End of Violence, The (1997)

reviewed by
James Brundage


The End of Violence
Directed by Wim Wenders (Lisbon Story)
Written by Nicholas Klein

Story by Nicholas Klien and Wim Wenders

Starring: Bill Pullman (Lost Highway), Andie Macdowell (Sex, Lies, and Videotape), Gabriel Byrne (The Usual Suspects), Traci Lind (My Boyfriend's Back), Rosalind Chao (What Dreams May Come), K. Todd Freeman (Grosse Pointe Blank), Loren Dean (Enemy of the State), John Dihel (A Time to Kill), Pruitt Taylor Vince (Beautiful Girls)
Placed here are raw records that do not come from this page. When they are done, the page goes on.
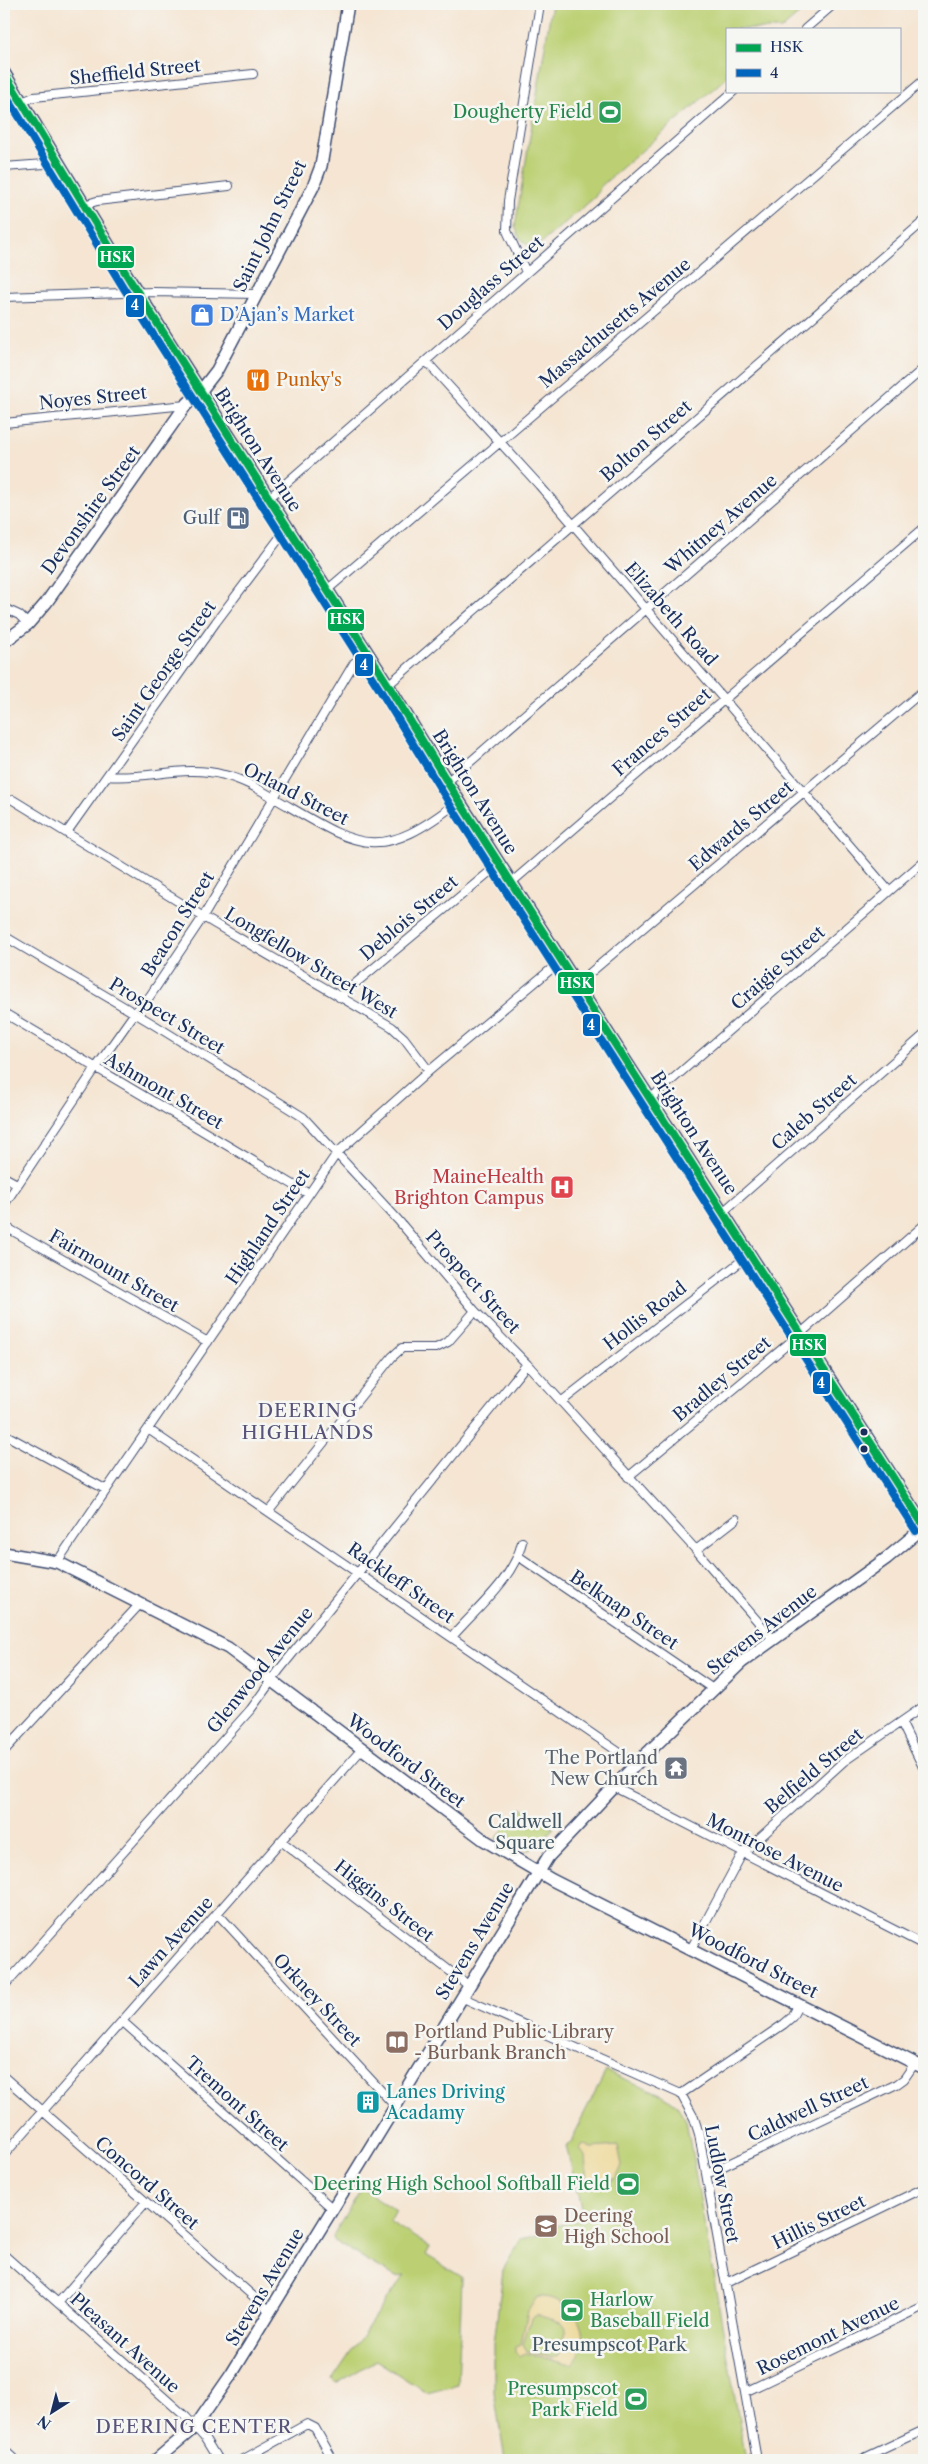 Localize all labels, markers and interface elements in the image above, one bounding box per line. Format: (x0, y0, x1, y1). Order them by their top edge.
legend (726, 28, 900, 92)
text: HSK (770, 37, 805, 56)
street label: Sheffield Street (68, 54, 202, 90)
text: 4 (770, 63, 779, 82)
sports icon: Dougherty Field (597, 99, 623, 125)
place label: Dougherty Field (453, 101, 592, 123)
street label: Saint John Street (229, 156, 312, 295)
street label: Douglass Street (434, 231, 549, 335)
line badge: HSK (97, 245, 135, 269)
text: HSK (100, 248, 133, 266)
street label: Massachusetts Avenue (535, 253, 695, 393)
line badge: 4 (125, 294, 145, 318)
text: 4 (131, 296, 139, 314)
shop icon: D’Ajan’s Market (189, 302, 215, 328)
place label: D’Ajan’s Market (220, 304, 355, 326)
restaurant icon: Punky's (245, 367, 271, 393)
place label: Punky's (276, 369, 342, 391)
street label: Noyes Street (38, 381, 149, 415)
street label: Brighton Avenue (210, 384, 306, 516)
street label: Bolton Street (596, 395, 696, 487)
street label: Devonshire Street (37, 441, 145, 579)
street label: Whitney Avenue (660, 469, 782, 579)
fuel station icon: Gulf (225, 505, 251, 531)
place label: Gulf (183, 507, 223, 529)
street label: Elizabeth Road (620, 558, 722, 670)
street label: Saint George Street (107, 596, 221, 746)
line badge: HSK (327, 608, 365, 632)
text: HSK (330, 610, 363, 628)
line badge: 4 (354, 653, 374, 677)
text: 4 (360, 656, 368, 674)
street label: Frances Street (608, 683, 716, 781)
street label: Brighton Avenue (428, 726, 522, 858)
street label: Orland Street (240, 758, 353, 830)
street label: Edwards Street (685, 776, 798, 876)
street label: Beacon Street (137, 867, 219, 981)
street label: Deblois Street (356, 870, 463, 965)
street label: Longfellow Street West (221, 903, 402, 1024)
street label: Craigie Street (727, 921, 830, 1015)
line badge: HSK (557, 971, 595, 995)
street label: Prospect Street (105, 973, 229, 1059)
text: HSK (560, 974, 593, 992)
line badge: 4 (582, 1013, 601, 1037)
text: 4 (587, 1016, 595, 1034)
street label: Ashmont Street (100, 1048, 228, 1134)
street label: Brighton Avenue (646, 1067, 742, 1199)
street label: Caleb Street (767, 1069, 861, 1155)
street label: Highland Street (221, 1165, 315, 1289)
place label: MaineHealth Brighton Campus (394, 1166, 544, 1209)
hospital icon: MaineHealth Brighton Campus (549, 1174, 575, 1200)
street label: Fairmount Street (45, 1225, 183, 1317)
street label: Prospect Street (421, 1226, 525, 1338)
street label: Hollis Road (599, 1277, 691, 1355)
street label: Bradley Street (669, 1331, 776, 1426)
line badge: HSK (789, 1333, 827, 1357)
text: HSK (792, 1336, 825, 1354)
line badge: 4 (812, 1371, 831, 1395)
text: 4 (817, 1374, 825, 1392)
district label: DEERING HIGHLANDS (242, 1399, 374, 1444)
unlabelled marker (859, 1427, 869, 1437)
unlabelled marker (859, 1444, 869, 1454)
street label: Rackleff Street (343, 1538, 459, 1629)
street label: Belknap Street (566, 1566, 683, 1655)
street label: Stevens Avenue (703, 1580, 821, 1680)
street label: Glenwood Avenue (202, 1602, 318, 1738)
street label: Woodford Street (342, 1709, 470, 1813)
street label: Belfield Street (760, 1723, 868, 1818)
place label: The Portland New Church (545, 1747, 658, 1790)
temple icon: The Portland New Church (663, 1755, 689, 1781)
street label: Montrose Avenue (703, 1809, 847, 1897)
park label: Caldwell Square (488, 1811, 562, 1854)
street label: Higgins Street (330, 1855, 439, 1947)
street label: Stevens Avenue (431, 1878, 519, 2004)
street label: Lawn Avenue (124, 1892, 218, 1992)
street label: Woodford Street (684, 1918, 822, 2003)
street label: Orkney Street (268, 1949, 366, 2052)
place label: Portland Public Library - Burbank Branch (414, 2021, 615, 2064)
library icon: Portland Public Library - Burbank Branch (384, 2029, 410, 2055)
street label: Tremont Street (181, 2052, 294, 2156)
street label: Caldwell Street (744, 2071, 872, 2147)
place label: Lanes Driving Acadamy (385, 2081, 505, 2124)
building icon: Lanes Driving Acadamy (355, 2089, 381, 2115)
street label: Ludlow Street (700, 2123, 744, 2246)
street label: Concord Street (90, 2132, 204, 2235)
sports icon: Deering High School Softball Field (615, 2171, 641, 2197)
place label: Deering High School Softball Field (313, 2173, 610, 2195)
street label: Hillis Street (769, 2190, 870, 2254)
place label: Deering High School (564, 2205, 669, 2248)
school or university icon: Deering High School (533, 2213, 559, 2239)
street label: Stevens Avenue (221, 2224, 309, 2350)
street label: Pleasant Avenue (66, 2288, 184, 2398)
place label: Harlow Baseball Field (590, 2289, 709, 2332)
street label: Rosemont Avenue (753, 2292, 903, 2380)
sports icon: Harlow Baseball Field (559, 2297, 585, 2323)
park label: Presumpscot Park (532, 2334, 688, 2356)
place label: Presumpscot Park Field (507, 2378, 619, 2421)
north arrow (28, 2386, 78, 2436)
sports icon: Presumpscot Park Field (623, 2386, 649, 2412)
text: N (34, 2412, 55, 2433)
district label: DEERING CENTER (96, 2415, 293, 2438) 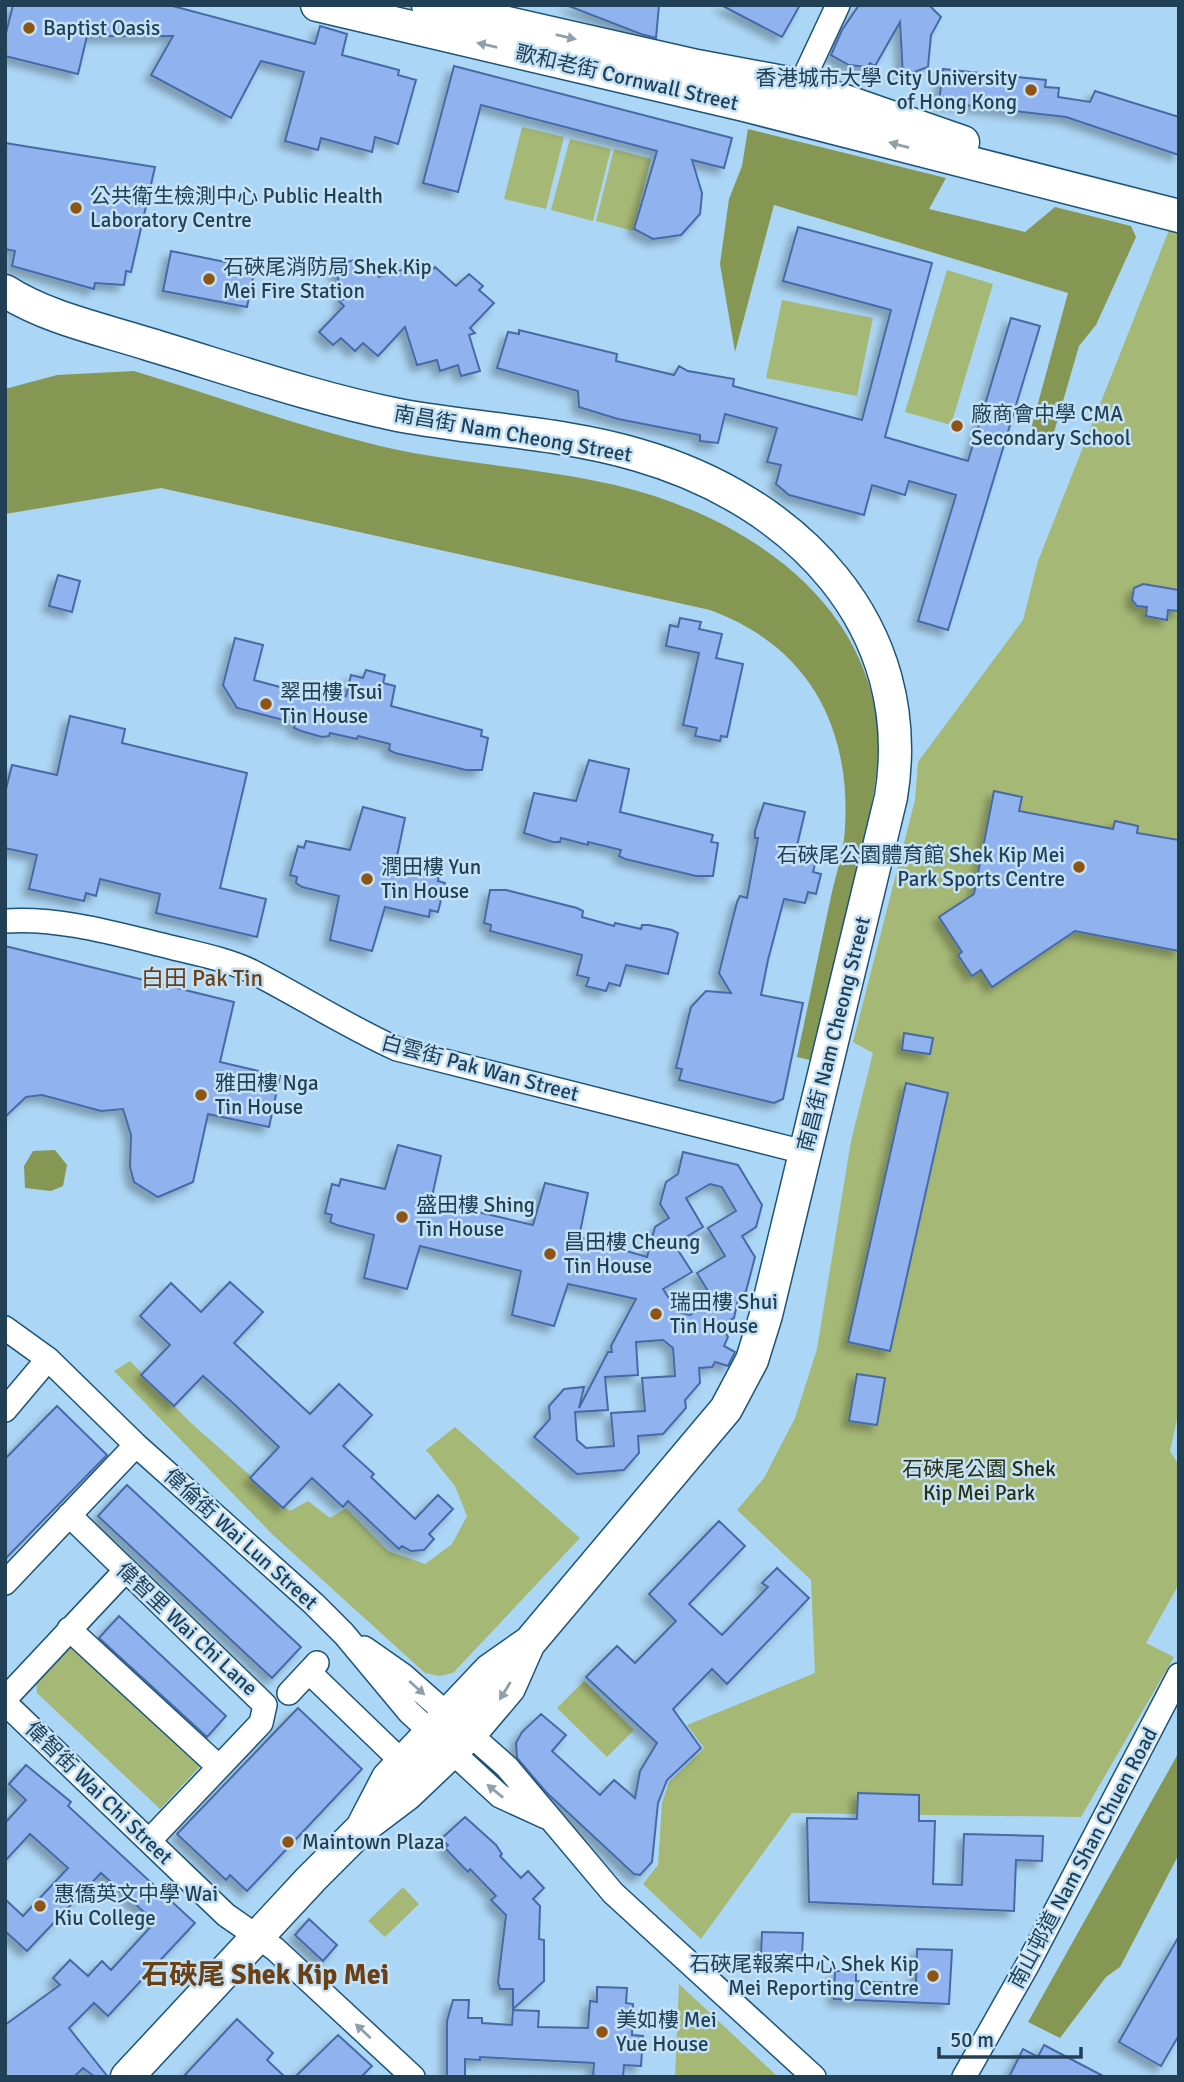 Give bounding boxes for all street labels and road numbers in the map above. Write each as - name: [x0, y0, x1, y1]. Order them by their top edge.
- street label: 歌和老街 Cornwall Street: [513, 40, 741, 116]
- street label: 南昌街 Nam Cheong Street: [392, 400, 634, 468]
- street label: 南昌街 Nam Cheong Street: [792, 914, 876, 1154]
- street label: 白雲街 Pak Wan Street: [378, 1029, 582, 1107]
- street label: 偉倫街 Wai Lun Street: [159, 1463, 323, 1615]
- street label: 偉智里 Wai Chi Lane: [111, 1557, 263, 1701]
- street label: 偉智街 Wai Chi Street: [20, 1716, 178, 1870]
- street label: 南山邨道 Nam Shan Chuen Road: [1003, 1723, 1163, 1993] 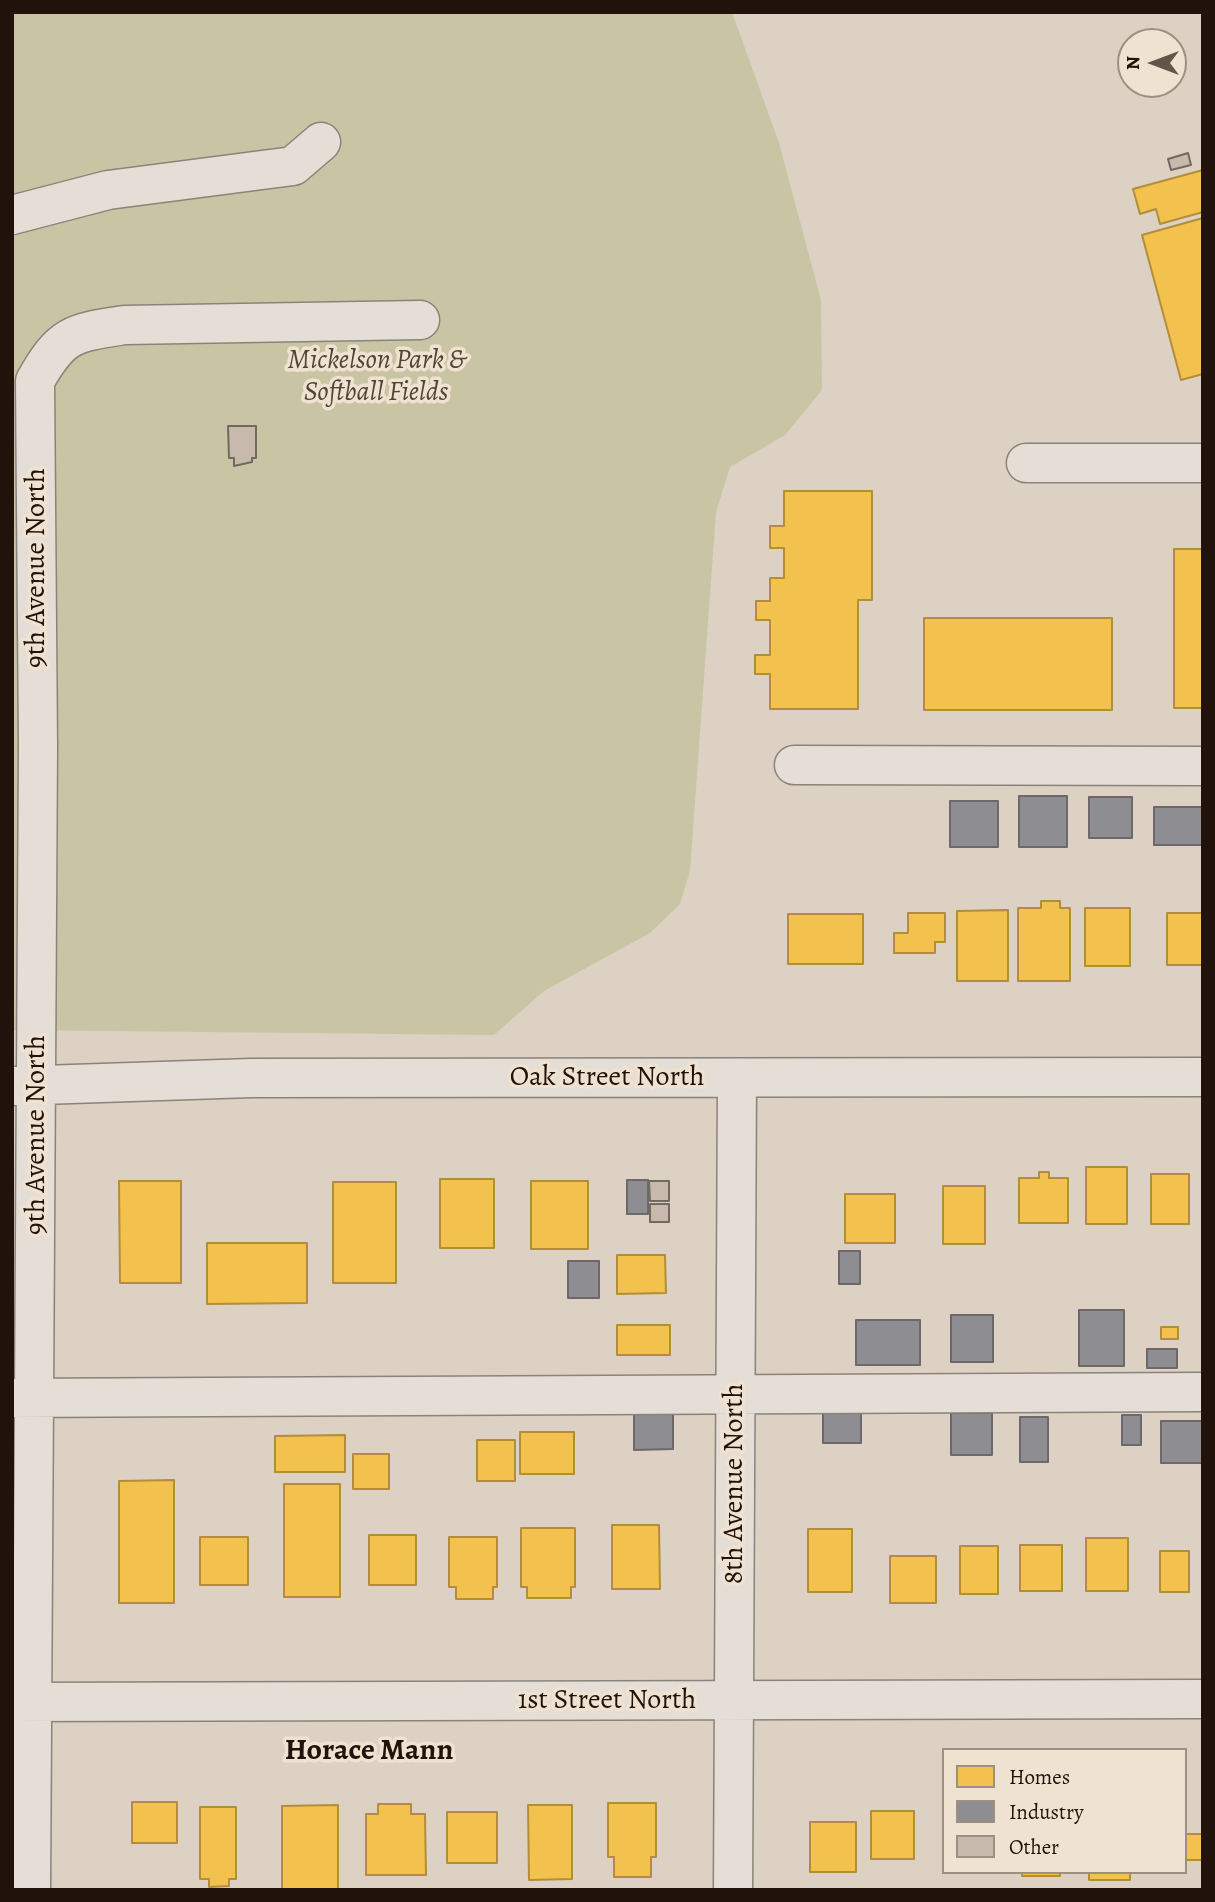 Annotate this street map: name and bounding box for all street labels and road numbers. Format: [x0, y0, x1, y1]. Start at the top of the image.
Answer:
street label: 9th Avenue North [20, 468, 54, 668]
street label: 9th Avenue North [20, 1035, 54, 1235]
street label: Oak Street North [510, 1061, 704, 1095]
street label: 8th Avenue North [718, 1384, 752, 1584]
street label: 1st Street North [518, 1684, 696, 1718]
As Reviewed by James Brundage

The world is fraught with questions. What created it? Why is it so ugly and beautiful at the same time? How can things like irony exist? How can a thriller be entitled The End of Violence? Of those four questions, I can answer only one, and I can answer it simply. A thriller can be called The End of Violence if it isn't actually a thriller.

Though containing the psychological tension of a thriller, and plot elements that would make you believe it's a thriller, it ends up being a character drama instead. It shows how much we loathe violence, how our culture hypes on it, and how we forget ourselves while buried in suspicion.

The artistically bold film opens with the question "Define Violence.", which we are thoroughly unable to do throughout the film. We can only begin to understand its nature, but not its form. A man who controls violence's public nature, hotshot Hollywood producer Mike Max (Bill Pullman), is at the center of a bizarre plot involving a secret surveillance system around Los Angeles, watching it in an attempt to usher in The end of violence, but ending up causing more violence in the process. Overseeing the technical aspects of the project is Ray Bearing (Gabriel Byrne), a technology genius who wants a simple life. Unhappily married to Mike Max is Paige Stocklard (Andie MacDowell), a woman trapped in her unhappy marriage yearning for experiencing life.

When an attempt is made on Mike Max's life, however, everything changes.

The movie is a contrast, a study in ambiguity which is the nature of violence itself. It is a haunting, spectral image of a violent world that is still with us, and it will leave you wondering how to define violence, and waiting, wanting, to see The End of Violence.